- **Work to be completed**:
Repeat the data exactly, so that every line matches the original.

- **Dataset entries**:
•••

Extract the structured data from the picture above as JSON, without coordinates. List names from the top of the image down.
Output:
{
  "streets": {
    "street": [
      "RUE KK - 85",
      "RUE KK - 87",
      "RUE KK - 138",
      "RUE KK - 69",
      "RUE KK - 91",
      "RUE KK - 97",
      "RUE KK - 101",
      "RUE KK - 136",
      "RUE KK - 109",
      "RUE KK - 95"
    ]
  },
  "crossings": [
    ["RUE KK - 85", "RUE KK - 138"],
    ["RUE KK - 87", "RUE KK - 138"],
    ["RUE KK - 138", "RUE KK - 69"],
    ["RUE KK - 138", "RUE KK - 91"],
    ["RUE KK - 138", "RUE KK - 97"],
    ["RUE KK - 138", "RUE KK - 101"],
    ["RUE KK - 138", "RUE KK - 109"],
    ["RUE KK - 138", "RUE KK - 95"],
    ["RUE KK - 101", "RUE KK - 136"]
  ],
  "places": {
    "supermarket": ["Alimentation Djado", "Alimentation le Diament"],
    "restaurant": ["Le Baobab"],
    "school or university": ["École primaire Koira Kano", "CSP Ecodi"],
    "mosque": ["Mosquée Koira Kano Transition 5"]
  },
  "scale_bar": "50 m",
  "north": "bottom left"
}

•••

- **Exercise solution**:
Extract the structured data from the picture above as JSON, without coordinates. List names from the top of the image down.
Output:
{
  "streets": {
    "street": [
      "RUE KK - 85",
      "RUE KK - 87",
      "RUE KK - 138",
      "RUE KK - 69",
      "RUE KK - 91",
      "RUE KK - 97",
      "RUE KK - 101",
      "RUE KK - 136",
      "RUE KK - 109",
      "RUE KK - 95"
    ]
  },
  "crossings": [
    ["RUE KK - 85", "RUE KK - 138"],
    ["RUE KK - 87", "RUE KK - 138"],
    ["RUE KK - 138", "RUE KK - 69"],
    ["RUE KK - 138", "RUE KK - 91"],
    ["RUE KK - 138", "RUE KK - 97"],
    ["RUE KK - 138", "RUE KK - 101"],
    ["RUE KK - 138", "RUE KK - 109"],
    ["RUE KK - 138", "RUE KK - 95"],
    ["RUE KK - 101", "RUE KK - 136"]
  ],
  "places": {
    "supermarket": ["Alimentation Djado", "Alimentation le Diament"],
    "restaurant": ["Le Baobab"],
    "school or university": ["École primaire Koira Kano", "CSP Ecodi"],
    "mosque": ["Mosquée Koira Kano Transition 5"]
  },
  "scale_bar": "50 m",
  "north": "bottom left"
}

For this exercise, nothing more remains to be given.